How to complete this task —
After locating "M49,477L73,499L35,508L31,505L23,504L11,490L14,489L11,485Z" in the listing below, copy that line and each one after it exactly, ending with the line that has "<!-- markers -->".

--------------------

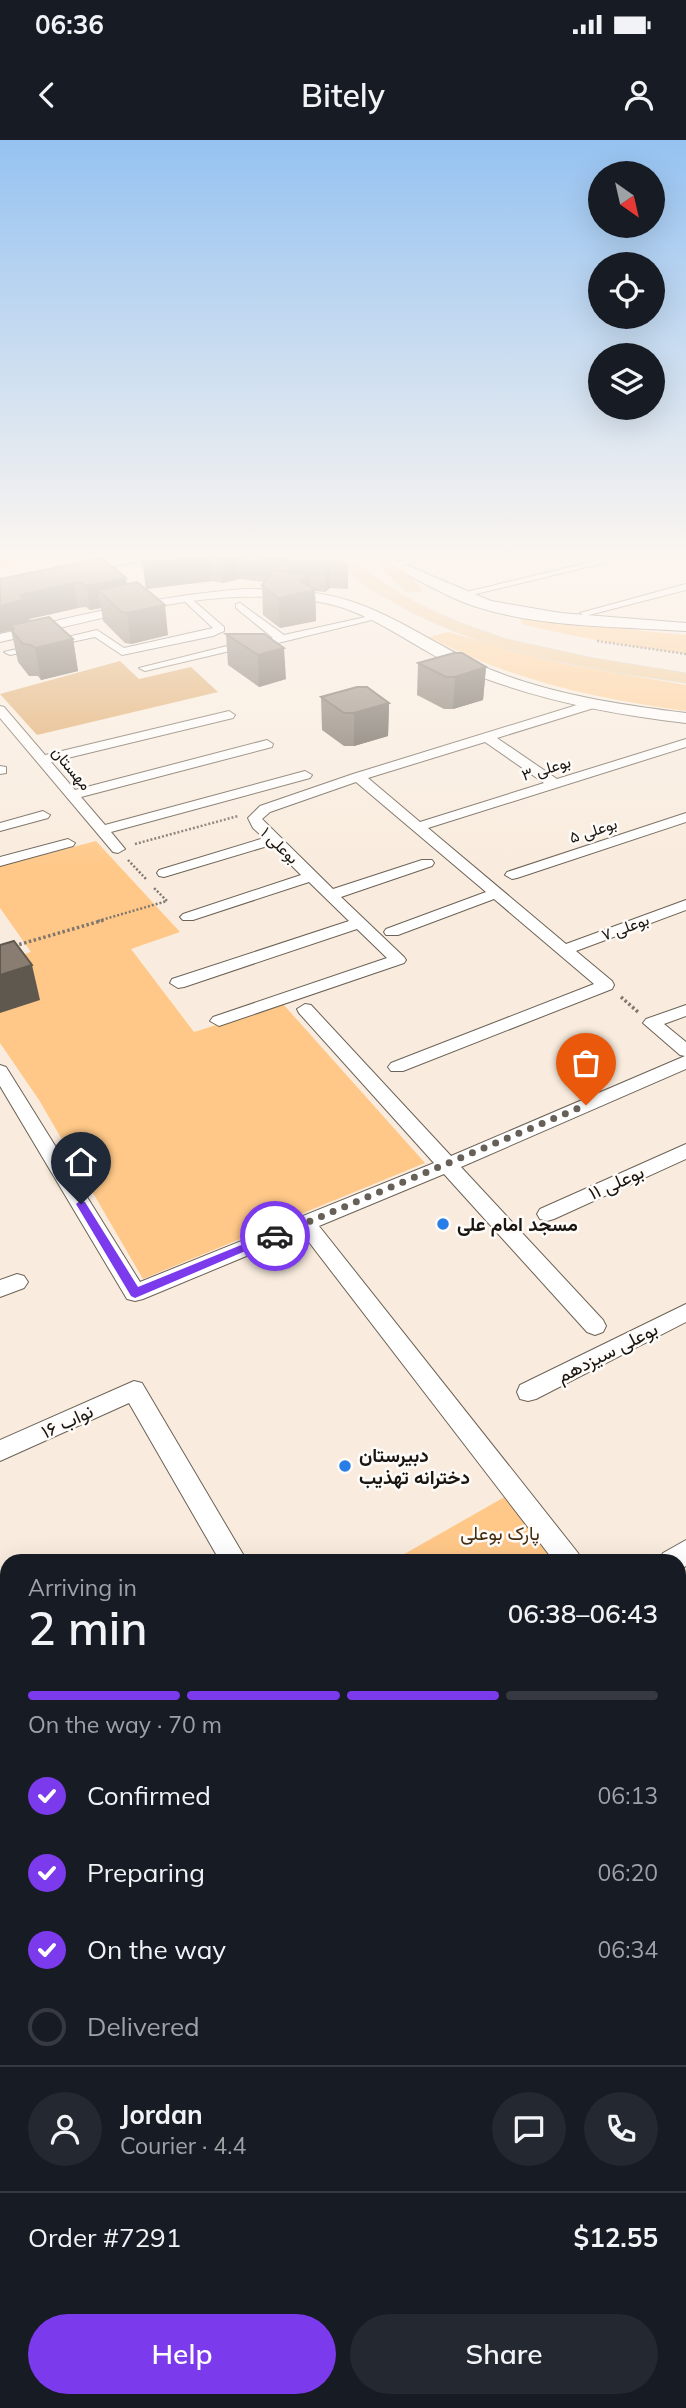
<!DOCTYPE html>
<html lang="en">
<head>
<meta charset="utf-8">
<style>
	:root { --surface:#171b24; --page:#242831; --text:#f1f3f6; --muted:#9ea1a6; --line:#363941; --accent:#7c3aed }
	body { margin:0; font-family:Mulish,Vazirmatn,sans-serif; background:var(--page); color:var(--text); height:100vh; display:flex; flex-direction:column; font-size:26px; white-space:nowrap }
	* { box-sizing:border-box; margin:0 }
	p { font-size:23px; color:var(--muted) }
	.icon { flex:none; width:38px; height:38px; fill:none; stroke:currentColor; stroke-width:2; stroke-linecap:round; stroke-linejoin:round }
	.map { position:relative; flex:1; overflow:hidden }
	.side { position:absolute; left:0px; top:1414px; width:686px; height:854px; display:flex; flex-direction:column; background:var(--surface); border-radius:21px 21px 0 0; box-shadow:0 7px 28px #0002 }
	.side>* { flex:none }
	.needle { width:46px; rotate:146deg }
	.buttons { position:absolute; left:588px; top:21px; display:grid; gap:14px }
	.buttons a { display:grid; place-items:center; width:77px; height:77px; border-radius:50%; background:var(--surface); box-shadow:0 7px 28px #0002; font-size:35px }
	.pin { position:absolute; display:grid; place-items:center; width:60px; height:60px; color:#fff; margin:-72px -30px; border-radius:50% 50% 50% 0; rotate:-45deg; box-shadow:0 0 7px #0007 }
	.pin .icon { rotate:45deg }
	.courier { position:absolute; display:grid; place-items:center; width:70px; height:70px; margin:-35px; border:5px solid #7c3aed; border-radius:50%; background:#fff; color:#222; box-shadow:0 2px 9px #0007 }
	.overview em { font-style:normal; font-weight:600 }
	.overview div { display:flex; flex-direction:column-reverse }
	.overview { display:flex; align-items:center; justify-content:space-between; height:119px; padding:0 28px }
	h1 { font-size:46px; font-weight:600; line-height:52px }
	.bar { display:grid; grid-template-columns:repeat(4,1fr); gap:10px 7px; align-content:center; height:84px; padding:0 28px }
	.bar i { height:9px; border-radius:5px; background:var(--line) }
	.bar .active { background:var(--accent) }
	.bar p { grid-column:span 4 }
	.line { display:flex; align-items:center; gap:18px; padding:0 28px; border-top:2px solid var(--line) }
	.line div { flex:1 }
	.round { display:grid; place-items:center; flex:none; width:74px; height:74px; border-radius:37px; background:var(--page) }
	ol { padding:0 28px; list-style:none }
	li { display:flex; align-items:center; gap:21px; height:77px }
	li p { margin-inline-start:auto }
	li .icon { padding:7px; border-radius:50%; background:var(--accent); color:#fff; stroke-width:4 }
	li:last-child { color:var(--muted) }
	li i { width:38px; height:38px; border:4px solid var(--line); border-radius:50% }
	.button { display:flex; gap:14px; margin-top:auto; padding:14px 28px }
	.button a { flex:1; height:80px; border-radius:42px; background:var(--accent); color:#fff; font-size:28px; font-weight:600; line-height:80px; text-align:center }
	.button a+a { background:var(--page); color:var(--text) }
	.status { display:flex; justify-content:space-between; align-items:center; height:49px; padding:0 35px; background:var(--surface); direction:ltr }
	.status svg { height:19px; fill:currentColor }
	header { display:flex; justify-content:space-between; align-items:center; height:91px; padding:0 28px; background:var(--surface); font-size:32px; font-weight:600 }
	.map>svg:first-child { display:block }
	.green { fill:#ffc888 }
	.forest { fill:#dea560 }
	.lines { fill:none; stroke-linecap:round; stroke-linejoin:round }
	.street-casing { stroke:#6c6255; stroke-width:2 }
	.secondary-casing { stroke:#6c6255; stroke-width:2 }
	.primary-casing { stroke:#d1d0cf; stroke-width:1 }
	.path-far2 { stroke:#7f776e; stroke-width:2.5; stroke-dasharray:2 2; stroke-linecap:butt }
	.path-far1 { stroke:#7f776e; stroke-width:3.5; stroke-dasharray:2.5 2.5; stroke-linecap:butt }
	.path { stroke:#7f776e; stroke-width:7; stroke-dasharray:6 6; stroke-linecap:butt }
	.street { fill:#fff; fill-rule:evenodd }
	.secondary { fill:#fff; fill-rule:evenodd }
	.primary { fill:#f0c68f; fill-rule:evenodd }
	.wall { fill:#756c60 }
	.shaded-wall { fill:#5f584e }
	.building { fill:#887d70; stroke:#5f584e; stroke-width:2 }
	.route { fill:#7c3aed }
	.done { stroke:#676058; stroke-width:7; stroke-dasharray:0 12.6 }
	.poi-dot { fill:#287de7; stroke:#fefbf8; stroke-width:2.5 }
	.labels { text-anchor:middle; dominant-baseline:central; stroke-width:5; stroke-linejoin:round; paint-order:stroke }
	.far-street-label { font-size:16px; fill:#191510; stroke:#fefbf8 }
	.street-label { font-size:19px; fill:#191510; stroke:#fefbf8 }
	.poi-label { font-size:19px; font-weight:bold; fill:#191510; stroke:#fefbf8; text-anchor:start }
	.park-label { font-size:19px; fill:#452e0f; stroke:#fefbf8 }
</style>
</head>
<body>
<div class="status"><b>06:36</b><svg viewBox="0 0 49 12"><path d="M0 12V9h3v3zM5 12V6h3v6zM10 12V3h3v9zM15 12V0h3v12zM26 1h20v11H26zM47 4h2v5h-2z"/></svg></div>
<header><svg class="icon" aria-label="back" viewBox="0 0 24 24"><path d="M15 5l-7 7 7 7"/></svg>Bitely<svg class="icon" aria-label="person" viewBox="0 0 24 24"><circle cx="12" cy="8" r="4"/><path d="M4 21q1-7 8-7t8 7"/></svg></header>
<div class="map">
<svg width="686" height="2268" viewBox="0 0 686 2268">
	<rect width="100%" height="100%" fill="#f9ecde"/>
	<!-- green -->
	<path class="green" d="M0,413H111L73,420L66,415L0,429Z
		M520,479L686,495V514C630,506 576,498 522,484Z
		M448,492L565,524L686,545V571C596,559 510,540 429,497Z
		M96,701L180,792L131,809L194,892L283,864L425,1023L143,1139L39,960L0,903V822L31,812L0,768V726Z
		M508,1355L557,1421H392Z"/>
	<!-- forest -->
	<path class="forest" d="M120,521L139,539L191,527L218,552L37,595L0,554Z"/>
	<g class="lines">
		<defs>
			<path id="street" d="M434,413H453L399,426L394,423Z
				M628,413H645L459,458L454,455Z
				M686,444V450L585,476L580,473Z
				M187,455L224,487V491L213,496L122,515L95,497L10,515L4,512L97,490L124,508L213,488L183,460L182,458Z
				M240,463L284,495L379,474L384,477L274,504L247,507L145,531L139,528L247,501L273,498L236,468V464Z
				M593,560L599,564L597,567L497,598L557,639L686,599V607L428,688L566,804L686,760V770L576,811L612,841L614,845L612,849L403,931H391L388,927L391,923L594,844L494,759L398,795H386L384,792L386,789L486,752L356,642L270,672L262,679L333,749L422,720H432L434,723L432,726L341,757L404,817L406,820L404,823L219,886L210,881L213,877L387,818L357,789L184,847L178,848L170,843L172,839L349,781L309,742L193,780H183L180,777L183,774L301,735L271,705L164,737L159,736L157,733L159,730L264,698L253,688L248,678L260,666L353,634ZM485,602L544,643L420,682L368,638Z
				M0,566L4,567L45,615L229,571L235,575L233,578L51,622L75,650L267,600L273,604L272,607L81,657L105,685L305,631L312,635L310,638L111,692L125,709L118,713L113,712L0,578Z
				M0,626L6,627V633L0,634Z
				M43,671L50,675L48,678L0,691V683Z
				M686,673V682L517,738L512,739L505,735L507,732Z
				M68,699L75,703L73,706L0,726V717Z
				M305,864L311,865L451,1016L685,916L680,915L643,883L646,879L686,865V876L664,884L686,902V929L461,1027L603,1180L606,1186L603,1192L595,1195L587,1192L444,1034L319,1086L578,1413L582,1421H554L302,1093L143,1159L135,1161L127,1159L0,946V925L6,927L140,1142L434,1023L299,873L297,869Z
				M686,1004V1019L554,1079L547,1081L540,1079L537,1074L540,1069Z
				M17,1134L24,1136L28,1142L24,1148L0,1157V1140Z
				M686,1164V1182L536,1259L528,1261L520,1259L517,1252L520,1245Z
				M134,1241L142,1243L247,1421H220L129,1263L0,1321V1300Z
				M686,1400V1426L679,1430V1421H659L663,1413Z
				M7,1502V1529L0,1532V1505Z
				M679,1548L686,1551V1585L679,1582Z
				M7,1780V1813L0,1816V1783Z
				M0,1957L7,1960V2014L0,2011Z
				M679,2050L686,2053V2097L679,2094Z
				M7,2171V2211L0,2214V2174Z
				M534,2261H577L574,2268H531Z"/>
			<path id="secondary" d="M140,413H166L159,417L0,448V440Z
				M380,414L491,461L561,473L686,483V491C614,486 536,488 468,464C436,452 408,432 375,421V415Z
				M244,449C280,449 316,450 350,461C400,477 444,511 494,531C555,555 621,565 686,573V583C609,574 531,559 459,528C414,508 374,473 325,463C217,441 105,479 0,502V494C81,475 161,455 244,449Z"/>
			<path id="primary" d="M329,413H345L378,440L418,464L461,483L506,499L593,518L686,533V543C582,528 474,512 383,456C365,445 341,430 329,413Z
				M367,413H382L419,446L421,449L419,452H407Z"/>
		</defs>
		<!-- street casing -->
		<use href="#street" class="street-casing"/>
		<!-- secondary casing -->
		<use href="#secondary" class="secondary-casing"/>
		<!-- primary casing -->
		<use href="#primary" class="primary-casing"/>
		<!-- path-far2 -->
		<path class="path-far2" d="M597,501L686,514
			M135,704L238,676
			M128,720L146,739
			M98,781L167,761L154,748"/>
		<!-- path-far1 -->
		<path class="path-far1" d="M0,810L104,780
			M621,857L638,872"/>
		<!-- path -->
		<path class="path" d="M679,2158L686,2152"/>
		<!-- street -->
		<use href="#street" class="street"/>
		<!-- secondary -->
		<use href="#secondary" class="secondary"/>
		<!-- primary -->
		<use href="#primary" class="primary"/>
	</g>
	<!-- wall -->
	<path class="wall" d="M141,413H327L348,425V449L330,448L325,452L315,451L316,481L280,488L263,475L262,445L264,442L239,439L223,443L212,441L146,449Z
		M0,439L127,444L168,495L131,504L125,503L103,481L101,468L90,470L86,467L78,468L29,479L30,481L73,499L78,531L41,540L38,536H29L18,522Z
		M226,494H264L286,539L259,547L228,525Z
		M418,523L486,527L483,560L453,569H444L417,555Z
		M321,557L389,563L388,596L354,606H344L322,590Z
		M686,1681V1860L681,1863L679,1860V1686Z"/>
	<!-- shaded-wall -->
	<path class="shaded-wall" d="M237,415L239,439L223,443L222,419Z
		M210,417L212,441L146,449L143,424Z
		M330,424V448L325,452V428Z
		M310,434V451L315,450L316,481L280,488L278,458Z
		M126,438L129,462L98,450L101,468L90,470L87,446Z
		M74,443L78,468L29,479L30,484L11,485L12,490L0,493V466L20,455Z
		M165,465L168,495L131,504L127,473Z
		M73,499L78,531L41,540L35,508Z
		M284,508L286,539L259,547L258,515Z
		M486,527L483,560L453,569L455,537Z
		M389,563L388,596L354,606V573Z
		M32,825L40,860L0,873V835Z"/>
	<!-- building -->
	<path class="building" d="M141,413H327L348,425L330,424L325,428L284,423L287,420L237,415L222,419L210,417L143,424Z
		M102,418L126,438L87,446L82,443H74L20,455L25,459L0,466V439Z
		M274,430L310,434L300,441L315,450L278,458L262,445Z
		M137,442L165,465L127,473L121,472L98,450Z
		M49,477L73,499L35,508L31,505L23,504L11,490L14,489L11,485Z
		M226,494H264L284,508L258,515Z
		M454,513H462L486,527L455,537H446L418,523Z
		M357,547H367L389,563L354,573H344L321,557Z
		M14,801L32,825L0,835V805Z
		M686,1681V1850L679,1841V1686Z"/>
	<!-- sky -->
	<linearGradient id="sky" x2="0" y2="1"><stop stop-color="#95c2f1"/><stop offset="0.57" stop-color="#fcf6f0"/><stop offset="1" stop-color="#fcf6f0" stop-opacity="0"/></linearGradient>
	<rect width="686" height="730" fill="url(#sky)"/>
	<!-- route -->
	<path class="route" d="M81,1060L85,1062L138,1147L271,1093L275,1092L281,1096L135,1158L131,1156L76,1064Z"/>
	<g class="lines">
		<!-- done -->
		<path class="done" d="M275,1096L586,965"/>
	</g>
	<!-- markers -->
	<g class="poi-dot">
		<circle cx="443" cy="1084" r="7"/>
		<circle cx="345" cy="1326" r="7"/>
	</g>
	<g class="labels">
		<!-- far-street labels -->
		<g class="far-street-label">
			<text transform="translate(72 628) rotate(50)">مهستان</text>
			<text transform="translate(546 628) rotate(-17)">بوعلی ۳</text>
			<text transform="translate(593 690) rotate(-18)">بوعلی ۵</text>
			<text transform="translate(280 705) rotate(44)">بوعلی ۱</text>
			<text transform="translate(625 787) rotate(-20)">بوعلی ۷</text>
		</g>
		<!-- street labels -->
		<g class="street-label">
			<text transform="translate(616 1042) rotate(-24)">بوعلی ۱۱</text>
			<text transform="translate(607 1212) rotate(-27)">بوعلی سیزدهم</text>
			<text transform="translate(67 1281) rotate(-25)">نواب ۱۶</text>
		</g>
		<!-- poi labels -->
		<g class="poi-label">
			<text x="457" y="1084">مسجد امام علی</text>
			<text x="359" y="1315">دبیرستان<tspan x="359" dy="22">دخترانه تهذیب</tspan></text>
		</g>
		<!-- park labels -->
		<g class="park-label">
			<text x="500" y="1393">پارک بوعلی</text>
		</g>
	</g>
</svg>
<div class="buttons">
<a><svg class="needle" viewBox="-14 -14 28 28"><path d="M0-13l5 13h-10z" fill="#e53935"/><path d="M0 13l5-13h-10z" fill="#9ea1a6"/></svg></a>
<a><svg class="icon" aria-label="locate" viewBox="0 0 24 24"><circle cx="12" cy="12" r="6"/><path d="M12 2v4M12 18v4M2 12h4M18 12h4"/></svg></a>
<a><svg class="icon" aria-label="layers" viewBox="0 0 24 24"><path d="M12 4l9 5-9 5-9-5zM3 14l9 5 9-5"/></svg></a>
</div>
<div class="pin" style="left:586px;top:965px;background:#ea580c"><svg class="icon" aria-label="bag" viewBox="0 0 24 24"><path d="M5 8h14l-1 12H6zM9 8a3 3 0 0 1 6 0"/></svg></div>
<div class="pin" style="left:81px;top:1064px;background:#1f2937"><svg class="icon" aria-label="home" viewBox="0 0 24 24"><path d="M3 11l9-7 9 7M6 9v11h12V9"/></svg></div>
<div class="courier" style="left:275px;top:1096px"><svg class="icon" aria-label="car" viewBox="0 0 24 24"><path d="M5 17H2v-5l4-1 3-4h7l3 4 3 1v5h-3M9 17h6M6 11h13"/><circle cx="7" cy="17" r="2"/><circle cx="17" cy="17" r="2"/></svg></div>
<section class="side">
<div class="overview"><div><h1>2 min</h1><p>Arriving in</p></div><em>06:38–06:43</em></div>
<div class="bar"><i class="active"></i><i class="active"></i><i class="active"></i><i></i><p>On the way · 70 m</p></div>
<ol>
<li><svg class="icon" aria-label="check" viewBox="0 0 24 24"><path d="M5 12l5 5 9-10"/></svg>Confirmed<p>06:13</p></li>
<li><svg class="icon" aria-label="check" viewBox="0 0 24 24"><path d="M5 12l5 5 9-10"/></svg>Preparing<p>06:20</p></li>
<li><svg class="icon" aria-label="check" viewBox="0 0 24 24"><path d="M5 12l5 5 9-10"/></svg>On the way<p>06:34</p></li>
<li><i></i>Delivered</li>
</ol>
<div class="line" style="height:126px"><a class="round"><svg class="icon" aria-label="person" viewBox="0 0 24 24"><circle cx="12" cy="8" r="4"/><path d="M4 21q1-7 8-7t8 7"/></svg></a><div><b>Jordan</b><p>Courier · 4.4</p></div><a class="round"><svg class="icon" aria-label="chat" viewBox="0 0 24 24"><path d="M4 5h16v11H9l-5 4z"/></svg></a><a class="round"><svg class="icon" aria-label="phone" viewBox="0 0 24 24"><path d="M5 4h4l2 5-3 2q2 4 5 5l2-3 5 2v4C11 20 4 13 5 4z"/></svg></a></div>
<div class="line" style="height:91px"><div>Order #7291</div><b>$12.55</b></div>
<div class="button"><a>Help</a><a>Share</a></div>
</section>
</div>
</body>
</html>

--------------------

Exercise result —
		M49,477L73,499L35,508L31,505L23,504L11,490L14,489L11,485Z
		M226,494H264L284,508L258,515Z
		M454,513H462L486,527L455,537H446L418,523Z
		M357,547H367L389,563L354,573H344L321,557Z
		M14,801L32,825L0,835V805Z
		M686,1681V1850L679,1841V1686Z"/>
	<!-- sky -->
	<linearGradient id="sky" x2="0" y2="1"><stop stop-color="#95c2f1"/><stop offset="0.57" stop-color="#fcf6f0"/><stop offset="1" stop-color="#fcf6f0" stop-opacity="0"/></linearGradient>
	<rect width="686" height="730" fill="url(#sky)"/>
	<!-- route -->
	<path class="route" d="M81,1060L85,1062L138,1147L271,1093L275,1092L281,1096L135,1158L131,1156L76,1064Z"/>
	<g class="lines">
		<!-- done -->
		<path class="done" d="M275,1096L586,965"/>
	</g>
	<!-- markers -->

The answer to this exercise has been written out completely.